My mother calls every Sunday.
It is 10am her time which makes it 5pm mine, which is the specific hour when the work is done and the day hasn't decided what it wants to be yet. I am usually somewhere between the laptop and the first evening beer and she calls into that gap with the reliability of someone who has been doing this for two years and intends to keep doing it.
She asks if I'm eating properly.
I am eating the best food of my life.
This is not an exaggeration. I have eaten things in the last 10 years that I will think about for the rest of my life. A bowl of bún bò Huế at 7am from a woman older than my grandmother. Bánh xèo from a street cart that cost sixty cents and took four minutes to make and was gone in three. Mì Quảng in Da Nang in a place with four plastic tables and a menu written on a chalkboard that I couldn't fully read and it didn't matter. Khao soi in Chiang Mai on a rainy Tuesday that made me understand for the first time why people move countries for food.
I tell her yes.
She doesn't ask for details. She is asking something larger than the question — she is asking are you okay, are you eating, does someone know where you are, is someone taking care of you. The food is a proxy for all of it. I answer the proxy.

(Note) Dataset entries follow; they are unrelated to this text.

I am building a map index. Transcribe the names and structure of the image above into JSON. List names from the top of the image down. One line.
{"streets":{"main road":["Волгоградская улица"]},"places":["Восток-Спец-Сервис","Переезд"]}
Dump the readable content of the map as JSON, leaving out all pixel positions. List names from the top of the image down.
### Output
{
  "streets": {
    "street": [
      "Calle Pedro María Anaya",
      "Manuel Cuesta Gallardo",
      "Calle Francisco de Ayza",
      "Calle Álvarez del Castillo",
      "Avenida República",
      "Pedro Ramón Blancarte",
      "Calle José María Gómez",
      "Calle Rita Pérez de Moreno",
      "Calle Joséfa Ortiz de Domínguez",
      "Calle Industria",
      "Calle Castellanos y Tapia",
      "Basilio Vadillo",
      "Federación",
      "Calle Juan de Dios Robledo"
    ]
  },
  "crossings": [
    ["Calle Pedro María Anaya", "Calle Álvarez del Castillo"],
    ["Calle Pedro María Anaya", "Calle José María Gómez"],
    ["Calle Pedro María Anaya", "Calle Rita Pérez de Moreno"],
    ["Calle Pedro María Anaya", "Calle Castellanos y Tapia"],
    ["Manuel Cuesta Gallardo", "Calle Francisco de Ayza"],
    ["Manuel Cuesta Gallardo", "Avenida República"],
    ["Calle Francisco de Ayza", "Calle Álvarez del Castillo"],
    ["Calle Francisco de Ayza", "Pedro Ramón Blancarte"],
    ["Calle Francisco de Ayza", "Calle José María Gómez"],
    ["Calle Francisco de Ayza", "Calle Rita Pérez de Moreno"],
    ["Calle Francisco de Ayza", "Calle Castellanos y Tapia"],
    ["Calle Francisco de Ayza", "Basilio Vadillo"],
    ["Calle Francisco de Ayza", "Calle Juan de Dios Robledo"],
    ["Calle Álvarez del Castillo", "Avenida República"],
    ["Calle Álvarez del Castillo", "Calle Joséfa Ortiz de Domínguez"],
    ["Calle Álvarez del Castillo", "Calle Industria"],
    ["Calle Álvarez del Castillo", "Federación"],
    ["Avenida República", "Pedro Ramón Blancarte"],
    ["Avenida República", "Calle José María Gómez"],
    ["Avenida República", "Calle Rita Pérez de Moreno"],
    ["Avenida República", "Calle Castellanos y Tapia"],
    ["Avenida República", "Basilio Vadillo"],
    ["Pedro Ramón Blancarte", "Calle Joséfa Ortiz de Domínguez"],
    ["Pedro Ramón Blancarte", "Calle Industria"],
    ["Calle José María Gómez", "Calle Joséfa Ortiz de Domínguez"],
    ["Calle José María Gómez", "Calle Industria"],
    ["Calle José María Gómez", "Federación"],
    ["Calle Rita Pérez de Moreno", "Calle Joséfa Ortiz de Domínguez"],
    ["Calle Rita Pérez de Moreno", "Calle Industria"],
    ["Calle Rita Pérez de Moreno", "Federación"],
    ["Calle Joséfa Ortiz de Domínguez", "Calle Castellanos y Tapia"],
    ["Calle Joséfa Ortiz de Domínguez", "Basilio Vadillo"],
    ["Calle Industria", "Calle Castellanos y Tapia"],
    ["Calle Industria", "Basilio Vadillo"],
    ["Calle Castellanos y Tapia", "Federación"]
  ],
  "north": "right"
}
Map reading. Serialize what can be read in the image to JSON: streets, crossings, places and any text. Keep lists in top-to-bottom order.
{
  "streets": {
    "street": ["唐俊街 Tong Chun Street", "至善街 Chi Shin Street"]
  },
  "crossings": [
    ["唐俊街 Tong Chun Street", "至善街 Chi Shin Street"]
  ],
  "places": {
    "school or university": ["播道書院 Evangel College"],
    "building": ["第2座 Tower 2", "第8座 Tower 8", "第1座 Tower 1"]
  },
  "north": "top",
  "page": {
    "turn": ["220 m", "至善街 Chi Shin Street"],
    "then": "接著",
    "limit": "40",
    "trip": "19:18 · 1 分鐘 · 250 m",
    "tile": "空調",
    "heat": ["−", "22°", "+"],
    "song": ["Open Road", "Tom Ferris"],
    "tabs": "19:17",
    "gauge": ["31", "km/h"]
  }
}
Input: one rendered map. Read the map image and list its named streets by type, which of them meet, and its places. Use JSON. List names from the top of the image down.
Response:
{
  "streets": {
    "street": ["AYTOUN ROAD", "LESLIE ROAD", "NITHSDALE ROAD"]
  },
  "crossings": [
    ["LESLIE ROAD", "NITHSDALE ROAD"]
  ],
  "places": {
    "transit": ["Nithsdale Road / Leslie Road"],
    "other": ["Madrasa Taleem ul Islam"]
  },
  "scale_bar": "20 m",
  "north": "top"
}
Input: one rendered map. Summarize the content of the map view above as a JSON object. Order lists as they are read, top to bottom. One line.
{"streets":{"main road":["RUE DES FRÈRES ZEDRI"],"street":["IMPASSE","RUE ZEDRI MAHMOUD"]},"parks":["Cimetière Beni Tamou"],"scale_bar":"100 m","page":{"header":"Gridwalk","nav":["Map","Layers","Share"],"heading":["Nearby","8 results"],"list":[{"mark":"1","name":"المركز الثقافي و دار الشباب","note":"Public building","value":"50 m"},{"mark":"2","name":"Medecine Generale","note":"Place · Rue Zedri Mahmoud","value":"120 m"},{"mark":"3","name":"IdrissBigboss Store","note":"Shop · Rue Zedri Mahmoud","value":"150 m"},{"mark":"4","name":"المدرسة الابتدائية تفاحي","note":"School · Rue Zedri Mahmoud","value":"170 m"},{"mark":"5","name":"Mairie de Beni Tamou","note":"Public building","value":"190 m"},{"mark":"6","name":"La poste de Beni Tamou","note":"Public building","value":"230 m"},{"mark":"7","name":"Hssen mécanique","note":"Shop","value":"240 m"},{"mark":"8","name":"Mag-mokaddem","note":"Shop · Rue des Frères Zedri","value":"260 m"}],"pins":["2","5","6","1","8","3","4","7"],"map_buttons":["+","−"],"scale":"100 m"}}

She asks when I'm coming home.
I say soon.
I have been saying soon for two years. In the beginning soon meant something — a vague intention, a genuine uncertainty about the timeline. Now soon is a word we use to get past the question without either of us having to be honest about what the honest answer would do to the call.
She knows this. I know this. We both know the other one knows. This is the specific grammar of the relationship — things understood on both sides, left unsaid on both sides, the silence around them treated as a kindness rather than a deception.
It is a kindness. I think.
We talk about the weather.
Her weather. Grey, November-specific grey, the kind that settles into cities in October and doesn't leave until April and which I have not missed once in two years. She tells me it rained on Thursday. She tells me the heating has been playing up. She tells me about the neighbours — something about a planning application, something about the new family at number fourteen, something about the dog at number eight that barks at 6am which is not new but remains worth mentioning.
I listen. I make the noises that mean I'm listening. Outside my window a motorbike passes trailing someone's music — something Vietnamese and fast, gone before I can hear it properly.
I tell her nothing about my life.
Not because there is nothing to tell. Because my life does not translate into the kind of sentences that fit a Sunday phone call. How do you explain the bún bò Huế at 7am to someone who is describing a planning application. How do you explain the specific freedom of 5pm on a Tuesday in a city that doesn't know your name. How do you explain soon when soon means something you don't have a word for yet.
You don't. You ask about the neighbours instead.
Before she hangs up she says be careful.
She has said this at the end of every call for two years. It has become a closing ritual — the thing said before the thing ends, the way some families say I love you and some families say be careful and both mean the same thing differently.
I say I will.
The city outside my window is loud and warm and completely indifferent to both of us. A street vendor is selling something. A dog is barking at nothing. Somewhere nearby someone is cooking something that smells extraordinary.
I mean it though. About being careful.
Mostly.
I will call her next Sunday.
She will ask if I'm eating properly. I will say yes, which will be true. She will ask when I'm coming home. I will say soon, which will mean what it means.
We will talk about the weather.
Before she hangs up she will say be careful.
I will say I will.
This is enough. It has to be enough. And it is.